Language Shapes the Workplace Conversation
In neurodiversity work, the words we choose are not decorative. They decide who gets included, whose experience is treated as real, and whether suffering is named in a way that can actually be addressed. This guide argues that the field is changing faster than most people realize, while workplace inclusion programs often lag behind the scholarship and community knowledge already in motion.
Gobble's Take: If your framework can’t name people accurately, it’s not “neutral” — it’s already excluding them.
Source: Perplexity Search
Flourishing at Work Is Not a Solo Sport
The Ripple Framework frames neurodivergent flourishing as relational, embodied, contextual, and systemic. It says flourishing is shaped by professional identity, nervous system safety, communication, supervision, workplace culture, access, meaning, workload, power, and the broader systems people work within. It also pushes back on the idea that professional growth is linear: capacity fluctuates, workplaces become more or less accessible, and seasons of purpose can be followed by exhaustion, grief, rest, or reorientation.

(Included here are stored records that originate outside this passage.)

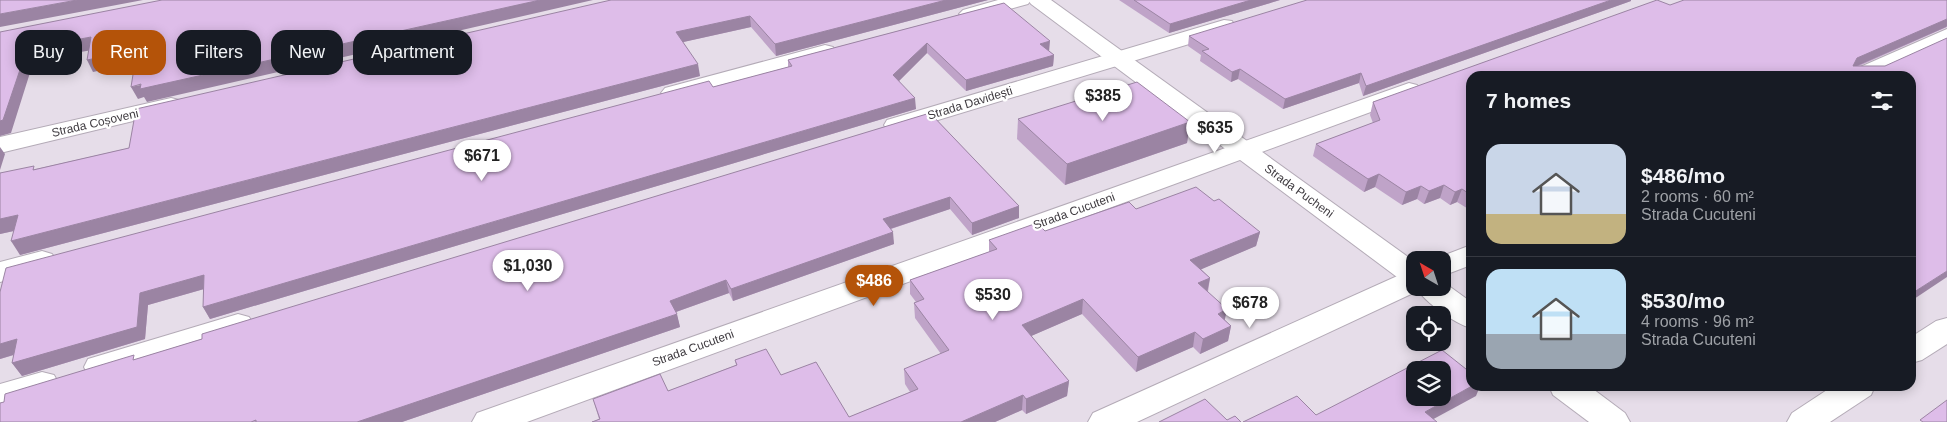 <!DOCTYPE html>
<meta charset="utf-8">
<style>
body{margin:0;font-family:Helvetica,sans-serif;background:#242831;color:#f1f3f6;height:100vh;display:flex;flex-direction:column;font-size:19px;white-space:nowrap}
*{box-sizing:border-box;margin:0}
p{font-size:16px;color:#9ea1a6}
.icon{flex:none;width:28px;height:28px;fill:none;stroke:currentColor;stroke-width:2;stroke-linecap:round;stroke-linejoin:round}
.map{position:relative;flex:1;overflow:hidden}
.panel{position:absolute;left:1466px;top:71px;width:450px;height:320px;display:flex;flex-direction:column;background:#171b24;border-radius:15px;box-shadow:0 2px 12px #0003}
.panel>*{flex:none}
.top-card{position:absolute;left:15px;top:30px;width:475px;height:45px;display:flex;gap:10px}
.needle{width:32px;rotate:321deg}
.fabs{position:absolute;left:1406px;top:251px;display:grid;gap:10px}
.fabs a{display:grid;place-items:center;width:45px;height:45px;border-radius:10px;background:#171b24;box-shadow:0 2px 12px #0003;font-size:25px}
.price{position:absolute;translate:-50% -42px;padding:0 11px;border-radius:18px;background:#fff;color:#222;font-size:16px;line-height:32px;filter:drop-shadow(0 1px 2px #0008)}
.price::after{content:'';position:absolute;left:50%;top:30px;width:15px;height:11px;margin-left:-8px;background:inherit;clip-path:polygon(0 0,100% 0,50% 100%)}
.price.current{background:#b45309;color:#fff}
ul{padding:0;list-style:none}
li{display:flex;align-items:center;gap:15px;height:125px;padding:0 20px}
li+li{border-top:1px solid #363941}
li span{display:grid;place-items:center;flex:none;width:140px;height:100px;border-radius:15px;color:#555}
li>.icon{margin-inline-start:auto}
span .icon{width:60px;height:60px;fill:#fffc;stroke-width:1}
li b{font-size:21px}
h2{display:flex;justify-content:space-between;align-items:center;height:60px;padding:0 20px;font-size:21px}
.chip{padding:0 18px;border-radius:15px;background:#171b24;box-shadow:0 2px 12px #0003;font-size:18px;line-height:45px}
.chip.current{background:#b45309;color:#fff}
.map>svg:first-child{display:block}
</style>
<div class="map">
<svg width="1947" height="422" viewBox="0 0 1947 422">
<rect width="100%" height="100%" fill="#e6dde9"/>
<g fill="none" stroke-linecap="round" stroke-linejoin="round">
<defs>
<g id="street">
<path d="M998,0h33l-3,4 -58,16 -7,-2 -4,-4 4,-4z"/>
<path d="M1224,20l8,1 3,5 -3,5 -327,99 -9,2 -9,-2 -3,-5 3,-5z"/>
<path d="M1947,29v15l-70,32h-30l4,-5z"/>
<path d="M825,45l8,2 3,5 -3,5 -160,43 -8,-2 -4,-5 4,-5z"/>
<path d="M1409,83l8,2 4,5 -4,5 -890,327h-55l5,-9z"/>
<path d="M171,98l8,2 4,5 -4,5 -179,43v-16z"/>
<path d="M1471,245v20l-29,11v-16h-10z"/>
<path d="M42,251l10,3 5,7 -5,7 -52,14v-20z"/>
<path d="M1415,270v18h9l-287,134h-49l5,-9 311,-140z"/>
<path d="M238,314l11,3 5,8 -5,8 -149,46 -12,-4 -4,-8 4,-8z"/>
<path d="M1947,318v26l-25,16 -11,3v-26l25,-16z"/>
<path d="M42,372l12,3 5,9 -5,9 -54,17v-26z"/>
<path d="M1833,386h42l-4,9 -41,27h-43l5,-9z"/>
</g>
<g id="secondary">
<path d="M1028,0h23l364,262v24l-10,-3 -374,-279z"/>
<path d="M1442,281l29,21v26c-16,-4 -46,-26 -55,-40h26z"/>
<path d="M1549,386h40l36,27 5,9h-41l-36,-27z"/>
</g>
</defs>
<use href="#street" stroke="#b4abb7" stroke-width="2"/>
<use href="#secondary" stroke="#b4abb7" stroke-width="2"/>
<use href="#street" fill="#fff" fill-rule="evenodd"/>
<use href="#secondary" fill="#fff" fill-rule="evenodd"/>
</g>
<g fill="#bfa3c8">
<path d="M611,0h377l-212,56 -25,-29 -68,15 17,34 -680,179 -6,-24 -14,3v-61l36,-4 93,-21z"/>
<path d="M1119,0h161l-111,33z"/>
<path d="M1947,0v27l-88,39 52,10h-440v133l-1,1 -13,-8 -7,3 -10,-7 -16,6 -7,-5 -15,6 -27,-18 -11,5 -51,-36 3,-12 57,-21 -3,-8 3,-13 297,-97z"/>
<path d="M1631,1l-268,95 -4,-13 -76,26 -45,-30 -7,3 -31,-21 1,-6 -13,-9 1,-10z"/>
<path d="M1004,3l45,48 5,4 -1,11 -87,25 -39,-38 -28,28 17,28 -706,210 -7,-12 1,-18 -56,16 -3,34 -123,37 -10,-13 2,-8 -14,4v-67l713,-205 75,-20v-7z"/>
<path d="M930,113l89,93v12l-47,17 -22,-26 -59,20 3,15 -161,57 -4,-8 -53,19 4,15 -278,95h-402l137,-63z"/>
<path d="M1018,119l172,3 -3,21 -122,42 -48,-46z"/>
<path d="M1214,201l46,31 -4,14 -55,23 9,9 -2,14 17,28 6,6 -3,15 -28,13 -7,-7 -57,25 -54,-58 -51,22 38,45 -2,15 -41,18 -4,-4 -27,12h-403l7,-3 -6,-20 75,-8 68,-26 -1,-5 46,15 68,42 61,-25 -5,-8 -1,-15 37,-15 -26,-36 -1,-15 2,-1 -6,-8v-14l79,-28v-12l56,-9 91,-22z"/>
</g>
<g fill="#9b84a3">
<path d="M77,0h66l-143,27v-13z"/>
<path d="M540,0h53l-446,102 -3,-5 -6,2 -7,-12z"/>
<path d="M946,0h42l-212,56 -1,-12z"/>
<path d="M1251,0h29l-111,33 1,-9z"/>
<path d="M1611,0h20v1l-268,95 3,-10z"/>
<path d="M750,16l1,11 -72,16 -3,-11z"/>
<path d="M1947,19v7l-1,1 -96,42 7,-11z"/>
<path d="M91,37l7,12 -64,11 -23,73 -11,3v-15l27,-72z"/>
<path d="M1050,41l-1,11 -9,-8z"/>
<path d="M927,43v10l-33,33 -1,-11z"/>
<path d="M137,50l7,11 -51,11 -6,-12z"/>
<path d="M1054,55l-1,11 -87,25v-11z"/>
<path d="M698,64l2,12 -680,179 -9,-14z"/>
<path d="M1240,69l-2,10 -7,3 1,-10z"/>
<path d="M1361,73l-2,10 -76,26 2,-10z"/>
<path d="M915,98l1,11 -706,210 -7,-12z"/>
<path d="M1190,122l-3,21 -122,42 2,-21z"/>
<path d="M0,147l5,7 -5,16z"/>
<path d="M1379,174l-4,13 -11,5 4,-13z"/>
<path d="M1444,185l-4,13 -16,6 5,-13z"/>
<path d="M1421,186l-4,13 -15,6 4,-13z"/>
<path d="M1462,189l-5,13 -7,3 5,-13z"/>
<path d="M950,197v12l-66,22 -1,-12z"/>
<path d="M1019,206v12l-47,17v-12z"/>
<path d="M18,215l9,13 -27,6v-15z"/>
<path d="M893,232l1,12 -161,57 -2,-12z"/>
<path d="M1260,232l-4,14 -68,29 2,-15z"/>
<path d="M1947,271v6l-36,24v-7z"/>
<path d="M204,275l7,12 -63,18 -3,34 -123,37 -10,-13 128,-70z"/>
<path d="M1210,278l-3,15 -9,-10z"/>
<path d="M726,280l3,13 -56,20 -3,-12z"/>
<path d="M1083,299l-1,15 -60,26v-15z"/>
<path d="M1227,309l-3,15 -6,-10z"/>
<path d="M677,314l3,13 -278,95h-45z"/>
<path d="M1231,326l-3,15 -28,13 3,-15z"/>
<path d="M1195,332l-2,15 -57,25 2,-15z"/>
<path d="M17,339l9,12 -26,8v-15z"/>
<path d="M1069,381l-2,15 -41,18v-15z"/>
<path d="M1472,386h8l-4,10 -48,26 -3,-10z"/>
<path d="M1023,395l-1,15 -27,12h-34z"/>
</g>
<g fill="#debde9" stroke="#9b84a3" fill-rule="evenodd">
<path d="M0,0h77l-77,14z"/>
<path d="M162,0h378l-400,89 1,-5 -10,3 6,-37 -50,10 4,-23 -64,12 -24,71 -3,1v-89z"/>
<path d="M611,0h335l-171,44 -25,-28 -74,16 22,32 -687,177 7,-26 -18,4v-46l34,-7 -1,4 96,-22 7,-39z"/>
<path d="M1134,0h117l-81,24z"/>
<path d="M1307,0h304l-245,86 -5,-13 -76,26 -45,-30 -8,3 -30,-21 7,-2 -20,-13z"/>
<path d="M1657,0l13,5 14,-5h263v19l-90,39 -4,8h32l62,-28v233l-36,23v-218h-440v119l-9,-6 -7,3 -11,-7 -15,6 -8,-5 -15,6 -27,-18 -11,5 -52,-35 64,-24 -7,-18z"/>
<path d="M1004,3l46,38 -10,3 14,11 -88,25 -39,-37 -34,32 22,23 -712,209 1,-32 -64,18 -3,34 -125,36 5,-24 -17,5v-52l6,-24 703,-187 4,6 79,-21 -4,-6z"/>
<path d="M1137,82l53,40 -123,42 -49,-45z"/>
<path d="M930,113l89,93 -47,17 -22,-26 -67,22 10,13 -162,57 -5,-9 -56,21 7,13 -320,108h-101v-2l-5,2h-251v-19l4,-1 1,-8 129,-39 -1,5 69,-21v-5z"/>
<path d="M1196,187l18,14 5,-2 41,33 -70,28 20,18 -12,5 29,26 -9,5 13,12 -28,13 -8,-7 -57,25 -55,-58 -61,26 47,56 -43,18 -3,-4 -62,27h-369l8,-3 -7,-20 67,-25 8,17 69,-26 -2,-5 31,-11 15,26 35,-13 33,55 69,-28 -14,-20 45,-19 -35,-47 10,-4 -14,-19 87,-31 -8,-9 48,-17 8,8 84,-29 7,7z"/>
<path d="M1442,350l29,23v13h1l-47,26 12,10h-194l54,-26 19,19zM1415,370h27v28h-27z"/>
<path d="M1205,399l22,21 8,-4 6,6h-82z"/>
<path d="M1947,400v22h-24l-3,-2z"/>
</g>
<g text-anchor="middle" dominant-baseline="central" stroke-width="4.5" stroke-linejoin="round" paint-order="stroke">
<g font-size="12" fill="#3f3b40" stroke="#fff">
<text transform="translate(970 103) rotate(-17)">Strada Davidești</text>
<text transform="translate(95 123) rotate(-13)">Strada Coșoveni</text>
<text transform="translate(1299 191) rotate(36)">Strada Pucheni</text>
<text transform="translate(1074 211) rotate(-20)">Strada Cucuteni</text>
<text transform="translate(693 348) rotate(-20)">Strada Cucuteni</text>
</g>
</g>
</svg>
<div class="fabs">
<a><svg class="needle" viewBox="-14 -14 28 28"><path d="M0-13l5 13h-10z" fill="#e53935"/><path d="M0 13l5-13h-10z" fill="#9ea1a6"/></svg></a>
<a><svg class="icon" aria-label="locate" viewBox="0 0 24 24"><circle cx="12" cy="12" r="6"/><path d="M12 2v4M12 18v4M2 12h4M18 12h4"/></svg></a>
<a><svg class="icon" aria-label="layers" viewBox="0 0 24 24"><path d="M12 4l9 5-9 5-9-5zM3 14l9 5 9-5"/></svg></a>
</div>
<b class="price" style="left:1103px;top:122px">$385</b>
<b class="price" style="left:1215px;top:154px">$635</b>
<b class="price" style="left:482px;top:182px">$671</b>
<b class="price" style="left:528px;top:292px">$1,030</b>
<b class="price current" style="left:874px;top:307px">$486</b>
<b class="price" style="left:993px;top:321px">$530</b>
<b class="price" style="left:1250px;top:329px">$678</b>
<div class="top-card">
<a class="chip">Buy</a>
<a class="chip current">Rent</a>
<a class="chip">Filters</a>
<a class="chip">New</a>
<a class="chip">Apartment</a>
</div>
<section class="panel">
<h2>7 homes<svg class="icon" aria-label="filters" viewBox="0 0 24 24"><path d="M4 7h16M4 17h16"/><circle cx="9" cy="7" r="2"/><circle cx="15" cy="17" r="2"/></svg></h2>
<ul>
<li><span style="background:linear-gradient(#c9d6e8 70%,#c2b280 0)"><svg class="icon" aria-label="home" viewBox="0 0 24 24"><path d="M3 11l9-7 9 7M6 9v11h12V9"/></svg></span><div><b>$486/mo</b><p>2 rooms · 60 m²</p><p>Strada Cucuteni</p></div></li>
<li><span style="background:linear-gradient(#bfe0f5 65%,#9aa5b1 0)"><svg class="icon" aria-label="home" viewBox="0 0 24 24"><path d="M3 11l9-7 9 7M6 9v11h12V9"/></svg></span><div><b>$530/mo</b><p>4 rooms · 96 m²</p><p>Strada Cucuteni</p></div></li>
</ul>
</section>
</div> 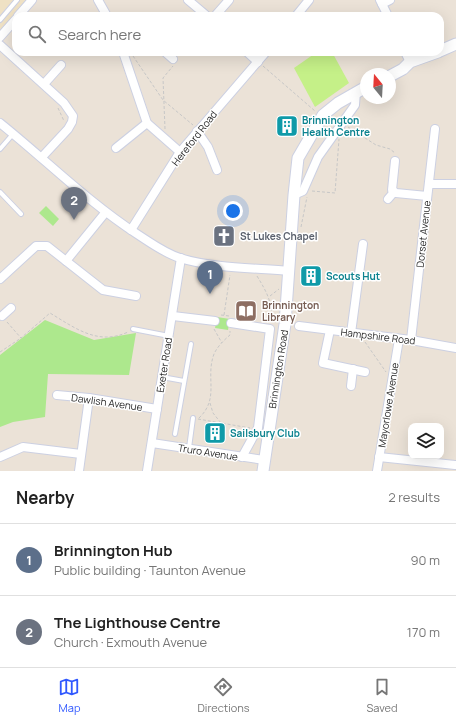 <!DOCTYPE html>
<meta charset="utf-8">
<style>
:root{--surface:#fff;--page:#f6f6f6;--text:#222;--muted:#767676;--line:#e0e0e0;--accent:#3058ff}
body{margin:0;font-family:Manrope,sans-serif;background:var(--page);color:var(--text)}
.controls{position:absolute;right:12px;bottom:12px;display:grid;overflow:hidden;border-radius:8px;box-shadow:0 4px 16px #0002}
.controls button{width:36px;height:36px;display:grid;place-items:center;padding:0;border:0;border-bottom:1px solid var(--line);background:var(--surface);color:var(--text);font:20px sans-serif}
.compass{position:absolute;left:360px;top:68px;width:36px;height:36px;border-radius:50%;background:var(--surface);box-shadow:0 4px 16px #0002;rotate:342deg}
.you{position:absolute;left:233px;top:211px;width:14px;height:14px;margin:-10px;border:3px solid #fff;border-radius:50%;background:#1a73e8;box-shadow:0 0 0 6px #1a73e833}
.badge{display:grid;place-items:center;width:26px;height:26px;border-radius:50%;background:var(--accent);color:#fff;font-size:13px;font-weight:700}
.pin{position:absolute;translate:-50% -33px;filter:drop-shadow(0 1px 2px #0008)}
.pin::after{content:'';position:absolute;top:21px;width:14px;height:12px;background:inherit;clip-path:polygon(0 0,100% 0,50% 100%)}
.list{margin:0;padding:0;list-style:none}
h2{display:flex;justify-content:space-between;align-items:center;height:52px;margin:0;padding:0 16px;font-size:17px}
h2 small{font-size:13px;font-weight:400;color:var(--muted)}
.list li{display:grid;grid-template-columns:26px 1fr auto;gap:12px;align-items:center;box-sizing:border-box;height:72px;padding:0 16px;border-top:1px solid var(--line)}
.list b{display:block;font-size:15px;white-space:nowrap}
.list p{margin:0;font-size:13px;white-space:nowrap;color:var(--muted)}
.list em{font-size:13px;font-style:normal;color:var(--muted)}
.icon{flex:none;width:22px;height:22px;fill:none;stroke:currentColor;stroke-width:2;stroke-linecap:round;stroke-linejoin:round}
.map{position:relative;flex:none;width:456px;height:471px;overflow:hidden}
.search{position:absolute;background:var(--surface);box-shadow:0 4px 16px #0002;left:12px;right:12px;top:12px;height:44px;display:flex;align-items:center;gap:10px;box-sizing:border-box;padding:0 14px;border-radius:12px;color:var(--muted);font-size:15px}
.sheet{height:196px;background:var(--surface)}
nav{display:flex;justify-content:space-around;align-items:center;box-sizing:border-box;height:56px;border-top:1px solid var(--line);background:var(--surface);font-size:11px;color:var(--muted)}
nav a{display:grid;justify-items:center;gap:2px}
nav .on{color:var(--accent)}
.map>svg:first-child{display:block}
.education{fill:#efe1c4}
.green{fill:#ade88d}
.pitch{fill:#c5f088}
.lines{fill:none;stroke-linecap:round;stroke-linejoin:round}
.lane-casing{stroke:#ccd0e2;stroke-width:6}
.street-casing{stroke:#ccd0e2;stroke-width:10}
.secondary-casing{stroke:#ccd0e2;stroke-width:13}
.path{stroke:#c7c7c7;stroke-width:1;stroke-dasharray:3 2;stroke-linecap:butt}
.lane{stroke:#fff;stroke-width:4}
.street{stroke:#fff;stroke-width:8}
.secondary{stroke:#fff;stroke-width:11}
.labels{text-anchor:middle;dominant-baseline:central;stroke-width:3;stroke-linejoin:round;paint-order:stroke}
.culture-label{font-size:10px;font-weight:bold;fill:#0d838f;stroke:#fff;text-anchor:start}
.street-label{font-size:10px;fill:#272727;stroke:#fff}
.worship-label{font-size:10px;font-weight:bold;fill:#5b616d;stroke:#fff;text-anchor:start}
.education-label{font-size:10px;font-weight:bold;fill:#785e54;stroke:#fff;text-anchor:start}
</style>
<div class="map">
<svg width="456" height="471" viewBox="0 0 456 471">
<rect width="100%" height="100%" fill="#ebe2d7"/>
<polygon class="education" points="0,0 28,0 0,33"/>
<g class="green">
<polygon points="46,206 59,219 53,226 39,213"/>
<polygon points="217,317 230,319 228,330 215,328"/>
<polygon points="45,320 94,340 136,333 129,375 48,374 45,417 13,422 0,427 0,355"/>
</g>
<polygon class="pitch" points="317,52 332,52 349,83 315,107 294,68"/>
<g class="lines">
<g class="lane-casing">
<g id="lane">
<polyline points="0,20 17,0"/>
<polyline points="0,149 13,134"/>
<polyline points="0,192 21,214"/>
<polyline points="133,329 169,336"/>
<polyline points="162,377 184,381"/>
<polyline points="175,434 191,344"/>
<polyline points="189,448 193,418"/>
</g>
</g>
<g class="street-casing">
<g id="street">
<polyline points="98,0 107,16"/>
<polyline points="188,0 207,16"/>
<polyline points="380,0 388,16"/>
<polyline points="382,4 390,0"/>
<polyline points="18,16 32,0"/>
<polyline points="215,16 229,0"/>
<polyline points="296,16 309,0"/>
<polyline points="0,37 16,19"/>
<polyline points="0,45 64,103 73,116 72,122 68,129 42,157"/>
<polyline points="123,52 147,123 180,152"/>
<polyline points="165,52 173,59"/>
<polyline points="247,52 258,62"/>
<polyline points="405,52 410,62"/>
<polyline points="44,84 61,65"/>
<path d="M0 123C46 160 88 202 137 234 151 243 164 253 180 258 211 268 256 268 289 271"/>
<polyline points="197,131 208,147 217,170"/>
<polyline points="116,148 147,123"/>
<polyline points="395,161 392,190 396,193 427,196"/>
<polyline points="429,184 456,184"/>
<polyline points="294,195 303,191 318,157 355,105 356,92"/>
<polyline points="388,199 394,192"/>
<polyline points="131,230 180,152 266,52"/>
<polyline points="66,261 105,213"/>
<polyline points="0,279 36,246 47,246 103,290 136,296"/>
<polyline points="2,316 11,308"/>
<polyline points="173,316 215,321"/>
<polyline points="231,323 270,329 258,428 242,457"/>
<polyline points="299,326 411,340 456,348"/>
<polyline points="330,330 323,363 365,372"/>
<polyline points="351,333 363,244"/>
<polyline points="411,340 435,129"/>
<polyline points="351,386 353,369"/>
<polyline points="57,395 89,398 157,409"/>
<polyline points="152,443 264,460"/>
<polyline points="0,457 23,447 81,454"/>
<polyline points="379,457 455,465"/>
<polyline points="79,471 89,398"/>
<polyline points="147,471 181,258"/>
<polyline points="377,471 399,339"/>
</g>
</g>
<g class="secondary-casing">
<g id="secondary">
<polyline points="440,51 456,44"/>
<polyline points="390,76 403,69 410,62 438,52"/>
<polyline points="263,471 285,324 294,195 298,158 323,115 338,103 366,87"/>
</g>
</g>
<g class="path">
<polyline points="133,56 163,100 193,125"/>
<polyline points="263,66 315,111"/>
<polyline points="58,108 64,121"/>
<polyline points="348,127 376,145 390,149 395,153"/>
<polyline points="165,129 163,78 173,66"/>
<polyline points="312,191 335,193 339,139"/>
<polyline points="301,227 307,197"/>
<path d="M257 276C266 291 273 302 271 321"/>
<polyline points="270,296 279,289"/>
<polyline points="221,315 229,316"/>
<polyline points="224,315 230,275"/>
<path d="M7 322 21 338 50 313C75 328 98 346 128 332"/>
<polyline points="214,329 222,343"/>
<polyline points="365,342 386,372"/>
<polyline points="0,352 21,338"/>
<polyline points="210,403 213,413 221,423"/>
<path d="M199 418C220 398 205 378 214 354 217 347 224 340 230 335V331"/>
<polyline points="198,419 250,428"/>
</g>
<use href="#lane" class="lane"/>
<use href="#street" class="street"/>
<use href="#secondary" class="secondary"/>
</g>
<defs>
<g id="building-square" transform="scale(1.15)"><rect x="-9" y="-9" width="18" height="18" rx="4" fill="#0f9aa8" stroke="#fff"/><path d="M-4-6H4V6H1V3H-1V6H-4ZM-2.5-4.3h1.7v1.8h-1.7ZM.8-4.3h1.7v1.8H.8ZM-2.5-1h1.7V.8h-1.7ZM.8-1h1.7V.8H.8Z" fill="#fff"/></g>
<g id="church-square" transform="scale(1.15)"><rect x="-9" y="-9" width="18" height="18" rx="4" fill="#6b7280" stroke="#fff"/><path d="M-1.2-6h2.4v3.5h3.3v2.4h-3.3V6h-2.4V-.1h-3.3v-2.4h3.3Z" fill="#fff"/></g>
<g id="library-square" transform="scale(1.15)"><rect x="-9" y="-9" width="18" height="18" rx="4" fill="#8d6e63" stroke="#fff"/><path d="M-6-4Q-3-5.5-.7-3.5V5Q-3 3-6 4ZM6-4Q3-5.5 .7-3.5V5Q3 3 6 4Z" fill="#fff"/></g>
</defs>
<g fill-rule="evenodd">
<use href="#building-square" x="287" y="126"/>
<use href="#church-square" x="224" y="236"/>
<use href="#building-square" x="311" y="276"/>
<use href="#library-square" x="246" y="311"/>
<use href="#building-square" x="215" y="433"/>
</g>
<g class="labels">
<g class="culture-label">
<text x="302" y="120">Brinnington<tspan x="302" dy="12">Health Centre</tspan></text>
<text x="326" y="276">Scouts Hut</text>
<text x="230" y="433">Sailsbury Club</text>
</g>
<g class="street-label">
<text transform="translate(194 138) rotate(-52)">Hereford Road</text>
<text transform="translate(423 234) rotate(-84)">Dorset Avenue</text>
<text transform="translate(378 336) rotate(7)">Hampshire Road</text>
<text transform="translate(164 365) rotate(-81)">Exeter Road</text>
<text transform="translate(278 369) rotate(-81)">Brinnington Road</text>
<text transform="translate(107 402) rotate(8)">Dawlish Avenue</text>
<text transform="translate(388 405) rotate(-81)">Mayorlowe Avenue</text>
<text transform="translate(208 452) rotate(9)">Truro Avenue</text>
</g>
<g class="worship-label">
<text x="240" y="236">St Lukes Chapel</text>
</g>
<g class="education-label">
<text x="262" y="305">Brinnington<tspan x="262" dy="12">Library</tspan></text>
</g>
</g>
</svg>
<div class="controls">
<button><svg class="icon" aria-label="layers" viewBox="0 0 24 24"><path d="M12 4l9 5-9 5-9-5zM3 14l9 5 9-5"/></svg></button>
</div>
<svg class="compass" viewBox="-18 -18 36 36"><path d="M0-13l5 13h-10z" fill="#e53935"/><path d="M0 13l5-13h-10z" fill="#767676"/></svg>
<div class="you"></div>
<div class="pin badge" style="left:210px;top:294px;background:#5c6f8a">1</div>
<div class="pin badge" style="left:74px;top:220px;background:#6b7280">2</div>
<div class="search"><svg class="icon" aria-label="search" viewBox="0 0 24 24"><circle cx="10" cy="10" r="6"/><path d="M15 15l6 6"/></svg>Search here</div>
</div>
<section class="sheet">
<h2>Nearby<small>2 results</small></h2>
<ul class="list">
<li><span class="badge" style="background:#5c6f8a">1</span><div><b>Brinnington Hub</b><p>Public building · Taunton Avenue</p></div><em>90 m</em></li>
<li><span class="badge" style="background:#6b7280">2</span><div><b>The Lighthouse Centre</b><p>Church · Exmouth Avenue</p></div><em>170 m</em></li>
</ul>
</section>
<nav>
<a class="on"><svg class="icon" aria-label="map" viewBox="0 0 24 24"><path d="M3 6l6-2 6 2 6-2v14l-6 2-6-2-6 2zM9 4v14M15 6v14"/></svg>Map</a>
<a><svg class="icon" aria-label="directions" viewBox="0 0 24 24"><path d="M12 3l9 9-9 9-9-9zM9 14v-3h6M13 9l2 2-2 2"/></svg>Directions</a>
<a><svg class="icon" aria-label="saved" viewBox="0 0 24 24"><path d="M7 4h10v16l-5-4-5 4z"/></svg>Saved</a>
</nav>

Gobble's Take: The fantasy is “level up and stay leveled up”; the reality is cycles, context, and the occasional well-earned reboot.
Source: Perplexity Search
When Work Fits, Gifted Neurodivergent Adults Stop Fighting the Chair
A recent conversation on giftedness, twice-exceptionality, and neurodivergent identity centers on a familiar workplace problem: highly capable people can still feel like outsiders in their organizations. The piece points to bore out — a close cousin of burnout that shows up when the brain isn’t sufficiently challenged — and notes that it can look like last-minute task pushing, numbing or silencing oneself under rigid hierarchies, or struggling to find happiness in roles that weren’t built with those brains in mind. It also highlights portfolio careers as one way people structure work to play to their strengths, and notes an online summer graduate course through the Vermont Higher Education Collaborative starting June 22, 2026, plus a 15-hour online professional development workshop.
Gobble's Take: Sometimes the fix isn’t “try harder” — it’s stop forcing a mind built for range to sit in one tiny office chair all day.